ExSum Documentation

Contents

Overview
Quickstart
GUI Manual
Development Manual

Overview [Back to Top]

This package is used to inspect and modify an ExSum rule union defined for feature attribution explanations for binary text classification models. It contains class definitions for ExSum rules and rule unions, and a Flask-based server for interactive visualization of the rules and rule unions.

Quickstart [Back to Top]

Installation

This package is available on PyPI. To install, simply run pip install exsum on the command line. Alternatively, clone the GitHub repo linked above and run pip install . inside the cloned directory.

Launching the GUI Interface

After installation, a new exsum command will be available on the command line. It should be called as

exsum model-fn [--model-var-name model --log-dir logs --save-dir saves]

The first argument model-fn specifies an exsum.Model object. It could be one of the following two:

a Python script (ending with .py) that defines this object in the global namespace with the default variable name being model, or
a Python pickle file (ending with .pkl) of that object.
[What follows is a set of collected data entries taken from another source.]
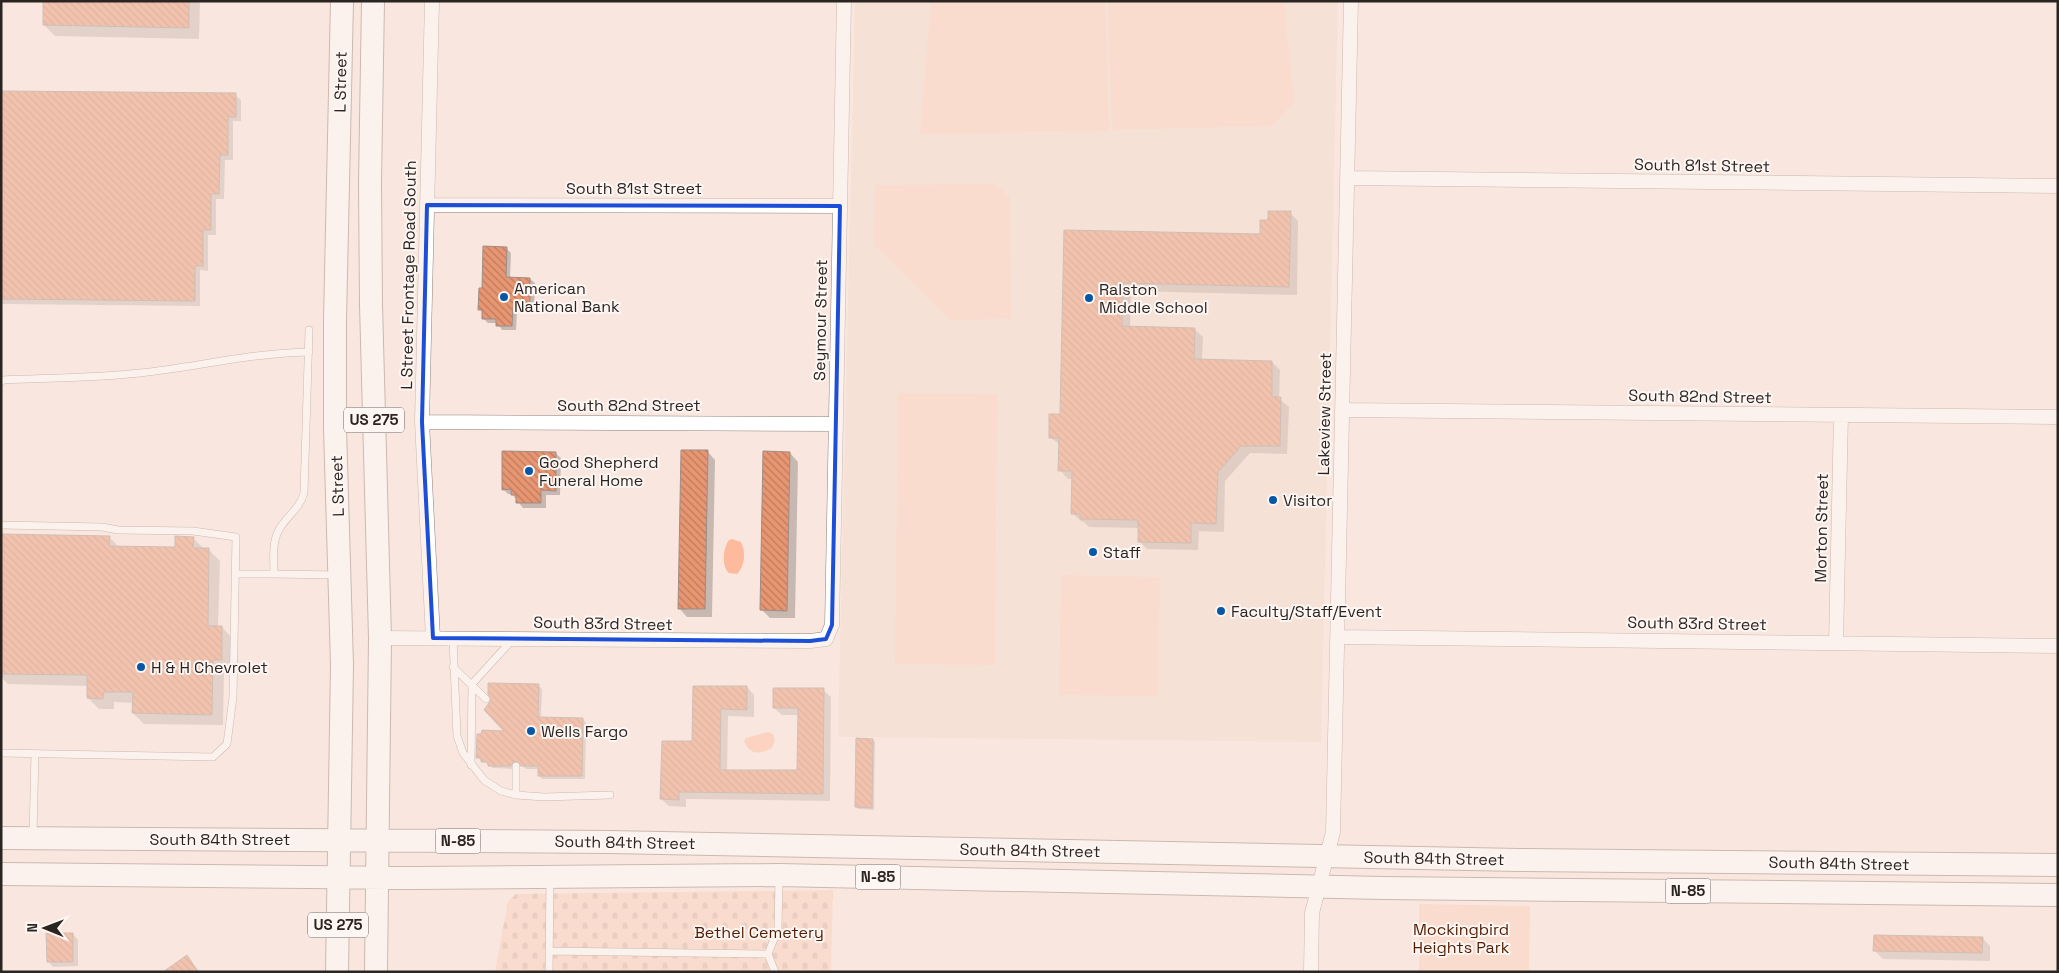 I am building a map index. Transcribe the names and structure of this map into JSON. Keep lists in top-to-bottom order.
{
  "streets": {
    "main road": [
      "L Street",
      "US 275",
      "South 84th Street",
      "N-85"
    ],
    "street": [
      "South 81st Street",
      "L Street Frontage Road South",
      "Seymour Street",
      "South 82nd Street",
      "Lakeview Street",
      "Morton Street",
      "South 83rd Street"
    ]
  },
  "crossings": [
    ["L Street", "South 83rd Street"],
    ["L Street", "South 84th Street"],
    ["South 81st Street", "L Street Frontage Road South"],
    ["South 81st Street", "Seymour Street"],
    ["South 81st Street", "Lakeview Street"],
    ["L Street Frontage Road South", "South 82nd Street"],
    ["L Street Frontage Road South", "South 83rd Street"],
    ["Seymour Street", "South 82nd Street"],
    ["Seymour Street", "South 83rd Street"],
    ["South 82nd Street", "Lakeview Street"],
    ["South 82nd Street", "Morton Street"],
    ["Lakeview Street", "South 83rd Street"],
    ["Lakeview Street", "South 84th Street"],
    ["Morton Street", "South 83rd Street"]
  ],
  "parks": ["Mockingbird Heights Park", "Bethel Cemetery"],
  "places": [
    "American National Bank",
    "Ralston Middle School",
    "Good Shepherd Funeral Home",
    "Visitor",
    "Staff",
    "Faculty/Staff/Event",
    "H & H Chevrolet",
    "Wells Fargo"
  ],
  "north": "left"
}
Note that since exsum.Model objects contain functions as instance variables (as described below), it need to be pickled by the dill library.

Steps to construct this object are detailed in the Development Manual section, but briefly, it contains the following data:

the rule union with its constituent rules,
the dataset on which the rule union and individual rules are evaluated, and
the local feature attribution explanation for each instance in the dataset.

The three subsequent keyword arguments are optional.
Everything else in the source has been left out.